Collected data entries
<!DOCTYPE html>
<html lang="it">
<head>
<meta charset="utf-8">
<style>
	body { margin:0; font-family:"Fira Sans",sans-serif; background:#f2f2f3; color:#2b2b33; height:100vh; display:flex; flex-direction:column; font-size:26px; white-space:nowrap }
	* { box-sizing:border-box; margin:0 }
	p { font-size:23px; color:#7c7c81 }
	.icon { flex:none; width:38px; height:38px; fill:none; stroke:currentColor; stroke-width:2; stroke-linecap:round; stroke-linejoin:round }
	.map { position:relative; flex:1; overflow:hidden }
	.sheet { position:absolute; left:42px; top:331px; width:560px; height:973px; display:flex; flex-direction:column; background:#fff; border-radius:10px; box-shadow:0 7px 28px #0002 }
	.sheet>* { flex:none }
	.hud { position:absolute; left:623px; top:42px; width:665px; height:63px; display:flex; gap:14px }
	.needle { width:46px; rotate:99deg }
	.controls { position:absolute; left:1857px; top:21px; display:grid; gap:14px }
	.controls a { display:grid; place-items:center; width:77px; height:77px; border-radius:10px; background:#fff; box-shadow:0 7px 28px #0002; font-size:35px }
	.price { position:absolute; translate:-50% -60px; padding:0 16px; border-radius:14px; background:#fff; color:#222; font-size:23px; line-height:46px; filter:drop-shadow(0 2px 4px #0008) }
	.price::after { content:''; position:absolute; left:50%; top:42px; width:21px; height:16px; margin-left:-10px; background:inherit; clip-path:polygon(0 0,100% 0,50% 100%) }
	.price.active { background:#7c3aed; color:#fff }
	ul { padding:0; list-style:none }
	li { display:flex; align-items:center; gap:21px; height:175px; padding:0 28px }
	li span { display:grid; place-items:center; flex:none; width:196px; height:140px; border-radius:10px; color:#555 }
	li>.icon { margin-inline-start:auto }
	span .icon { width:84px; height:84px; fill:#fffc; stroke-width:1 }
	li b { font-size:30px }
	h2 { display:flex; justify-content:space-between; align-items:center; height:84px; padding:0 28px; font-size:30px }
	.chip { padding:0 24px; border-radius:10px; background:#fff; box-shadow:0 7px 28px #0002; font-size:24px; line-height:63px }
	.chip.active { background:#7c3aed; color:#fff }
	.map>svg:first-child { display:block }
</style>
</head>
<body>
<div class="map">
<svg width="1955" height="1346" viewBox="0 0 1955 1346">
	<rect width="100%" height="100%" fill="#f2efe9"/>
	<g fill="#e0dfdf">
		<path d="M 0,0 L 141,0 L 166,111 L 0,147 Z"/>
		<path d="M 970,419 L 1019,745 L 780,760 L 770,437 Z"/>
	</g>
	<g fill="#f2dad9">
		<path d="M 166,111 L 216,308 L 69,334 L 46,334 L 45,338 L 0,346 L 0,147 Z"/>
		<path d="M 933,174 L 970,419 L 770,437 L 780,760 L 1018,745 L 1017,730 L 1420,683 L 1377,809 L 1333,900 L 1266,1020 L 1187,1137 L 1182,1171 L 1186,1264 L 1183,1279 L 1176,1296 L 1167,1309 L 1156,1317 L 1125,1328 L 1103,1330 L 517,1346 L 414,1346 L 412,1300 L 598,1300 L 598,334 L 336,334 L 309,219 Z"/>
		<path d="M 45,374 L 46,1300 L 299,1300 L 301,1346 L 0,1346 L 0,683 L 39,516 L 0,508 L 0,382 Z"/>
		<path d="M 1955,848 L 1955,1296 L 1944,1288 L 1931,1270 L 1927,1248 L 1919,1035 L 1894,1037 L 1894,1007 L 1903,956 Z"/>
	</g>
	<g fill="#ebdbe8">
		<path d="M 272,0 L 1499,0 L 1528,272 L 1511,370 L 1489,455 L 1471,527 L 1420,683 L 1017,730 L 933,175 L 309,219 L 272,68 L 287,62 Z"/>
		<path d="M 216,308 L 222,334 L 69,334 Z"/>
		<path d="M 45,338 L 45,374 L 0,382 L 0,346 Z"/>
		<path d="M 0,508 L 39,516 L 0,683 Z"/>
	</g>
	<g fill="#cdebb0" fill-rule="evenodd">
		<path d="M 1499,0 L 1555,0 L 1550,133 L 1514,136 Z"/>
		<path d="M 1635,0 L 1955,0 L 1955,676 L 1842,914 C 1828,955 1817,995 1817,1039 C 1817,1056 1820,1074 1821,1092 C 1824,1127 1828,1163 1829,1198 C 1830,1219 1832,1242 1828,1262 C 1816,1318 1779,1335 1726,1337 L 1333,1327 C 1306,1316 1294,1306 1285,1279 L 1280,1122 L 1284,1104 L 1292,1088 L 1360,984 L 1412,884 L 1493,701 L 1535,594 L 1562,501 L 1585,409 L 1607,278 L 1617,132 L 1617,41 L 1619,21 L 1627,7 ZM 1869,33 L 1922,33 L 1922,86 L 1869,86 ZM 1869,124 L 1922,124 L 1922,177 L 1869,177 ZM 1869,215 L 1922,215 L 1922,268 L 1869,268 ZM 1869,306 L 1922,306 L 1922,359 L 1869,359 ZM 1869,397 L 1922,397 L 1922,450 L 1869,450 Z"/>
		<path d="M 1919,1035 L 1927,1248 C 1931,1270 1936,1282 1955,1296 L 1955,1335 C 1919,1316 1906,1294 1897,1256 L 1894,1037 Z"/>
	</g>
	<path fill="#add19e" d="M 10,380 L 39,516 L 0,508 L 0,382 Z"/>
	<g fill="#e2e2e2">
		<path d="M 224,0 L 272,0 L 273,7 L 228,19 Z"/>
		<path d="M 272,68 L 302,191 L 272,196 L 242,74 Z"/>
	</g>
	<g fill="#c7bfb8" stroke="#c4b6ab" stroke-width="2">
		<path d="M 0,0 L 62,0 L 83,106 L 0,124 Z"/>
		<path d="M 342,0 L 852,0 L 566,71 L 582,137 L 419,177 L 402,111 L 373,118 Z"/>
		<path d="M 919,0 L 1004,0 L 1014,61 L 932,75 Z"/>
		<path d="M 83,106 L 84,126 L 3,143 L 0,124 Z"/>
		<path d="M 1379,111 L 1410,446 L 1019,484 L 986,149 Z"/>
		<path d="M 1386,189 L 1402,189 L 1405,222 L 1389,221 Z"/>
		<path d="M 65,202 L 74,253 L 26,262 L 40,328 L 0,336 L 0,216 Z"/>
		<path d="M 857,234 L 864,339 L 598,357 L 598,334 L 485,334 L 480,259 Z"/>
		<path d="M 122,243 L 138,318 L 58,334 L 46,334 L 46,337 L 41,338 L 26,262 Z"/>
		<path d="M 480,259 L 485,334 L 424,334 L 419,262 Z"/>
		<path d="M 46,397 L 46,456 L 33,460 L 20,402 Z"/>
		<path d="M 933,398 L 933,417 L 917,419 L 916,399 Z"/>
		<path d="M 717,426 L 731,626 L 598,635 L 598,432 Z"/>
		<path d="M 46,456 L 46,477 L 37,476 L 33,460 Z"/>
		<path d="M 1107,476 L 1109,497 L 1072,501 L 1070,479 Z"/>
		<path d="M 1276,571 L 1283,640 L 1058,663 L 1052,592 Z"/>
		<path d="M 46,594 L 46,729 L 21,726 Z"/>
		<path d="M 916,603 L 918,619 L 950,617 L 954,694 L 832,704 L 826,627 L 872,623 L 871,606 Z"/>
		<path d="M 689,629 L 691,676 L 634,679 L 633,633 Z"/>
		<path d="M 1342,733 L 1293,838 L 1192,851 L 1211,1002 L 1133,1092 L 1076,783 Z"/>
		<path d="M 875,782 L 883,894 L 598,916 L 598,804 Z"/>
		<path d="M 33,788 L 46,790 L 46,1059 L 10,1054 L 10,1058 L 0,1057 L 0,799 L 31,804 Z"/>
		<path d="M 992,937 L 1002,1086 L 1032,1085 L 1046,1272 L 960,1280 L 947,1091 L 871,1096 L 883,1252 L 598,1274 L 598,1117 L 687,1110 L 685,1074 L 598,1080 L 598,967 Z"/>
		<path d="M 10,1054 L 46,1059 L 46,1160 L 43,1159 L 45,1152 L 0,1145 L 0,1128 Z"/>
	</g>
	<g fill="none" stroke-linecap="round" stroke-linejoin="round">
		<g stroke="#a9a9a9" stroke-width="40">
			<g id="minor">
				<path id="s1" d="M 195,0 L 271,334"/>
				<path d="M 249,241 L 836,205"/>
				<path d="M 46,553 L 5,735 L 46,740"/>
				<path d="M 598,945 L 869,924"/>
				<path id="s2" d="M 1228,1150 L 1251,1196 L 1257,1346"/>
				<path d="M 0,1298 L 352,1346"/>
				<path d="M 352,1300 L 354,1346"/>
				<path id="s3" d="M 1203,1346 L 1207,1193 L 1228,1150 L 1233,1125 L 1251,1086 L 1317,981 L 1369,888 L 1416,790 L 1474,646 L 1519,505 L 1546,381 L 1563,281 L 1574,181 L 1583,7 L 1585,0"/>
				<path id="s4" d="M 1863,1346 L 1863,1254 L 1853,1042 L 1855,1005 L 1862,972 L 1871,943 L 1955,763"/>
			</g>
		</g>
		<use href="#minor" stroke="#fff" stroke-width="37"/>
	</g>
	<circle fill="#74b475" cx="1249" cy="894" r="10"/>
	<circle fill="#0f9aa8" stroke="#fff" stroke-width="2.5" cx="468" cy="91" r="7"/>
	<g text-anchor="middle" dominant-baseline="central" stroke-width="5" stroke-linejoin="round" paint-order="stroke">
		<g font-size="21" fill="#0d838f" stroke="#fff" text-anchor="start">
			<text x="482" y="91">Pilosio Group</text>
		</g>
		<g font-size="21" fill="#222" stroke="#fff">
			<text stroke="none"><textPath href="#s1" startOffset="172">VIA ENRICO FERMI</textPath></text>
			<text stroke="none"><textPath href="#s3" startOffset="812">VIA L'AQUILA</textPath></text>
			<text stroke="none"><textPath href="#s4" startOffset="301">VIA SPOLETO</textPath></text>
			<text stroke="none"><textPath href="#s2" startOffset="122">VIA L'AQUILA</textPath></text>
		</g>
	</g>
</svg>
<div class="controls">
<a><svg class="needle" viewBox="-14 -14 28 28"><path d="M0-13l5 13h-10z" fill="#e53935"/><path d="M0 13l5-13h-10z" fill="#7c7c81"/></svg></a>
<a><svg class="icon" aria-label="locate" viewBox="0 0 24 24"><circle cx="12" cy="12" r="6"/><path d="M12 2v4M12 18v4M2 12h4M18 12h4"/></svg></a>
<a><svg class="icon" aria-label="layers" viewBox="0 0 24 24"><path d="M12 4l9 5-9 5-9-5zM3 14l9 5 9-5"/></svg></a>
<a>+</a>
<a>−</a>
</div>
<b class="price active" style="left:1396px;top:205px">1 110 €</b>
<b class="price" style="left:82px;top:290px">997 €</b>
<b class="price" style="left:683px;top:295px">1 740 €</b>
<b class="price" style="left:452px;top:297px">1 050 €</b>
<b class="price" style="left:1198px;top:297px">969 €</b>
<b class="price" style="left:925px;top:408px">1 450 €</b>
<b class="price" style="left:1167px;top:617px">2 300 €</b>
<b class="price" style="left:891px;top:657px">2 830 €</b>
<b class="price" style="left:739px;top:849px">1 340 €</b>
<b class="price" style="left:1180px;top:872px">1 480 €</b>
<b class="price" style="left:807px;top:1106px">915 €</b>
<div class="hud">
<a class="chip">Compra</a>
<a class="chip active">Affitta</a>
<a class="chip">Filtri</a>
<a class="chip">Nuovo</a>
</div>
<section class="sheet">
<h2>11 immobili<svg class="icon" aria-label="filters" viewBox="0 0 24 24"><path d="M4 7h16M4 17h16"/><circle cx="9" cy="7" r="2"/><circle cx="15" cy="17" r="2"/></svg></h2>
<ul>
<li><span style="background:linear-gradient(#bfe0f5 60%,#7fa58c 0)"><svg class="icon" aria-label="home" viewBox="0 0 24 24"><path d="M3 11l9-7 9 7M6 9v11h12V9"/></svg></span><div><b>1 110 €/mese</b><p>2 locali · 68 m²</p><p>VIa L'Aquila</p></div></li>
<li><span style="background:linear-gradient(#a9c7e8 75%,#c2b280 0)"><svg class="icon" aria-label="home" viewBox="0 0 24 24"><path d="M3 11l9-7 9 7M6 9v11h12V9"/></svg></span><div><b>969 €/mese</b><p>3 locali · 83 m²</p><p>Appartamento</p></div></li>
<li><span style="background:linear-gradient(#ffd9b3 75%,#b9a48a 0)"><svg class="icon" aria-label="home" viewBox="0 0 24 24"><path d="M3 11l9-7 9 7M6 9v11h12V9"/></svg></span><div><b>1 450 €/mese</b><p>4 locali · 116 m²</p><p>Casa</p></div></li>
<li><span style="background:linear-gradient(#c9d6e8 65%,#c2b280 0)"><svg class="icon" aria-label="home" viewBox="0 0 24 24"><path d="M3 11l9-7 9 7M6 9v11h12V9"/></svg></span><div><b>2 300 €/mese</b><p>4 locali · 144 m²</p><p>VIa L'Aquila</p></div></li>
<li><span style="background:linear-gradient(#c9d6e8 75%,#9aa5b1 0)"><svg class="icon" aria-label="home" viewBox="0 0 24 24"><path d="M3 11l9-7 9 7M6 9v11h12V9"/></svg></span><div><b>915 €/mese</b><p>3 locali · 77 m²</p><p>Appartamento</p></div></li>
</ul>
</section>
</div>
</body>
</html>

PROBLEM DESCRIPTION: For the word "items", show every line of the entries that holds it.

REPLY TO THE EXERCISE:
	.controls a { display:grid; place-items:center; width:77px; height:77px; border-radius:10px; background:#fff; box-shadow:0 7px 28px #0002; font-size:35px }
	li { display:flex; align-items:center; gap:21px; height:175px; padding:0 28px }
	li span { display:grid; place-items:center; flex:none; width:196px; height:140px; border-radius:10px; color:#555 }
	h2 { display:flex; justify-content:space-between; align-items:center; height:84px; padding:0 28px; font-size:30px }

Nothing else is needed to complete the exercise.